■ **Data under study**:

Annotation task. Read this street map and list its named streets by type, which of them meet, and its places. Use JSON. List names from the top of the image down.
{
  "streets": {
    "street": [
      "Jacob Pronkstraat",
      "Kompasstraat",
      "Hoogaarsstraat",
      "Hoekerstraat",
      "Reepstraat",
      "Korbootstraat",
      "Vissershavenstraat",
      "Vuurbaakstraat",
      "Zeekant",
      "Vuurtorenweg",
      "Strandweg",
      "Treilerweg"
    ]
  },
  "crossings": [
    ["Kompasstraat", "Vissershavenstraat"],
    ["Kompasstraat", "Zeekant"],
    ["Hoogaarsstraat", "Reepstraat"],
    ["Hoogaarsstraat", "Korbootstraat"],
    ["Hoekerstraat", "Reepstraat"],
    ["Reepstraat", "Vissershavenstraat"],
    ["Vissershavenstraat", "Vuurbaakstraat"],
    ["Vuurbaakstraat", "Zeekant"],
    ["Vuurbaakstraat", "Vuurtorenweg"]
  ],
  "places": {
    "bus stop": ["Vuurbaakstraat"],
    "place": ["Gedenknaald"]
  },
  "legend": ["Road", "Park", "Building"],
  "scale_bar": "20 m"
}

■ **What you should do**:
Copy all lines from the material above that hold the word "places".

■ **Answer below**:
Annotation task. Read this street map and list its named streets by type, which of them meet, and its places. Use JSON. List names from the top of the image down.
  "places": {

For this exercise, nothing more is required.